Of course some owner occupiers looking for a forever home will take the view that they are happy to spend the money and let the market catch up in the longer term.
This is a real how long is a piece of string question.
The average cost of bringing an unmodernised property up to modern standards requires an average budget equal to 15.8 per cent of the property’s original value, according to the Benham & Reeves research.
But much will depend on the individual property’s structural issues, and the kind of finish you are after – a modern plywood kitchen can be chic in a rental flat but out of place in a grand Knightsbridge townhouse.
This means that working out an accurate forecast of the cost of work can be tricky – particularly since the cost of home improvements rose 23.5 per cent in the last year alone according to online tradesperson directory Checkatrade’s latest figures.
Sheer unpredictability also makes building projects notoriously hard to accurately cost – it is not until lumpy walls have been ripped out and wonky roofs taken down that the full extent of the problem becomes clear and at that point it is too late.
You should always err on the side of caution when assessing house renovation costs – get three quotes from trusted builders and add a solid contingency fund of ten to 20 per cent.
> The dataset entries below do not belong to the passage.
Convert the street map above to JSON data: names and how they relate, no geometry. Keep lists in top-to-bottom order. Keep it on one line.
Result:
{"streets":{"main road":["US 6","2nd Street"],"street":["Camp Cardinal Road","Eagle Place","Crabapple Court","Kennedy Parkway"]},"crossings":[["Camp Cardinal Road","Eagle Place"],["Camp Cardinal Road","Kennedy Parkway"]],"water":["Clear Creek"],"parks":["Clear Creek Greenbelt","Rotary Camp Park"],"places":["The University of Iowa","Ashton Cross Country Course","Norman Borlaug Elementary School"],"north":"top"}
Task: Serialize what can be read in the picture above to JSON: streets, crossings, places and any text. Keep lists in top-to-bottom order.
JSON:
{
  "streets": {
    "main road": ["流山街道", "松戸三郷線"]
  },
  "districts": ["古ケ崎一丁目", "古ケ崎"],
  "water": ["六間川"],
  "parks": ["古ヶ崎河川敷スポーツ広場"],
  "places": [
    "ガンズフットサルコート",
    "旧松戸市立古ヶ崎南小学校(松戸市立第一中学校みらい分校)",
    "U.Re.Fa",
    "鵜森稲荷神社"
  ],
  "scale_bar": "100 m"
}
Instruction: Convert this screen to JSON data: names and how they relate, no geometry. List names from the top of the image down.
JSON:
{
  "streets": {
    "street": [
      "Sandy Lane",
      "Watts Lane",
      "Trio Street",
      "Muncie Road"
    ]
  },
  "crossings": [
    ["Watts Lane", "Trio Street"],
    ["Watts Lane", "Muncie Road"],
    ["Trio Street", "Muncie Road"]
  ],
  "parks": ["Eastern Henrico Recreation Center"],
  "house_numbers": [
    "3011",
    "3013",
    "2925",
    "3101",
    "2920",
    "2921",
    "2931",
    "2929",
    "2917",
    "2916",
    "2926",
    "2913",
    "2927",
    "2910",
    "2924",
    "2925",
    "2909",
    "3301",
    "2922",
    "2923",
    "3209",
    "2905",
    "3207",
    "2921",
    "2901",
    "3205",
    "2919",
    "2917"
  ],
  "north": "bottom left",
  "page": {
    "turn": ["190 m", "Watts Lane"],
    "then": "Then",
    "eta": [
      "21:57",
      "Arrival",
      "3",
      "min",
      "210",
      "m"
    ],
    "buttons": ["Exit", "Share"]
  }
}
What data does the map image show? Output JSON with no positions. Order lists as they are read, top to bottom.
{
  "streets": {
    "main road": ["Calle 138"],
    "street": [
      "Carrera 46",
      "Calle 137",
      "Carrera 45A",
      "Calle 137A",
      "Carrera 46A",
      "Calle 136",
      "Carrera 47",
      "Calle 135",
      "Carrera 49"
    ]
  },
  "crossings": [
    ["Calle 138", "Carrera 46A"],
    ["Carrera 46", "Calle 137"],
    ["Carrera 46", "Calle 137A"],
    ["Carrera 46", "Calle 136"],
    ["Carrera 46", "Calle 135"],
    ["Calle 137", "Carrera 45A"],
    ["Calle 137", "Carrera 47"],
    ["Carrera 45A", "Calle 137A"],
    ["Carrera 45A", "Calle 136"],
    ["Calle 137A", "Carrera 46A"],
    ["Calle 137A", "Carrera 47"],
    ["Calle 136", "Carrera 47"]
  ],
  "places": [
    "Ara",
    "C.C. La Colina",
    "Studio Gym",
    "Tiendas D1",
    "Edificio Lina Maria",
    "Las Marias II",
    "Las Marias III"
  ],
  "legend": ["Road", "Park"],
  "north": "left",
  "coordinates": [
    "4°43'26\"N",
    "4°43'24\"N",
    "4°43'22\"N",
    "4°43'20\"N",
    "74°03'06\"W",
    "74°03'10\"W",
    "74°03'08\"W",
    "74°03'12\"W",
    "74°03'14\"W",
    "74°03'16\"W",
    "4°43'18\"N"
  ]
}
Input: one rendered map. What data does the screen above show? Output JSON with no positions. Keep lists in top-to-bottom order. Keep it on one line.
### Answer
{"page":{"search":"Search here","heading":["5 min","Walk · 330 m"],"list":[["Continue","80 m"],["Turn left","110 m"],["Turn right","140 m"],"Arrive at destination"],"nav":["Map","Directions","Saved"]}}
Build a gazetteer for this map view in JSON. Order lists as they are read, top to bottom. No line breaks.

But even then, if your builders discover extra problems you could find even a conservative budget being rapidly shattered.
If you are considering a listed building renovation, then you need to add on more again. The extra cost of getting Listed Building Consent for the work and of having to use traditional materials and techniques, will make it a lot more costly than modernising a typical Victorian house.
Don’t forget to add VAT (20 per cent) to the cost of the work, and professional fees, which usually add another 20 per cent. These professionals can include architects, surveyors, planning consultants and project managers – only experienced investors or renovators or those with plenty of time on their hands (and a real interest in learning about building) should attempt to project manage a build themselves.
Whatever the style of the building work also tends to take longer than anticipated – time during which you will not be earning any money from the property or may be stuck in a rented home waiting for it to complete – and do not underestimate the stress of the endless decision making required if you decided to take on a house renovation.
The surest route to capital growth is to add floor space.
“Loft extensions, side returns and basements are the most popular ways to add square footage, and are likely to add value if done well,” said Harvard-Walls.
Before deciding what you want to do to a property do your research on the kind of homes in most demand from renters and buyers – adding too many extra bedrooms and not enough bathrooms to an apartment may not play in a location popular with young professionals, whilst eating too far into a suburban garden may alienate the family market.
“The demand must be there for that type of property in order to add value,” agreed Harvard-Walls. “A house in Kensington with three basement levels dropped in value by 35 per cent and was eventually repossessed because although the price per sq ft value made sense for the location, there simply wasn’t the demand for such a large property there.”
And, as with all property purchases, the better the address the more sought after the property will be to renters or future buyers. “It’s incredibly important to have an understanding of the local market, the type of property that sells well, the most highly rated streets, and so forth,” said Harvard Walls.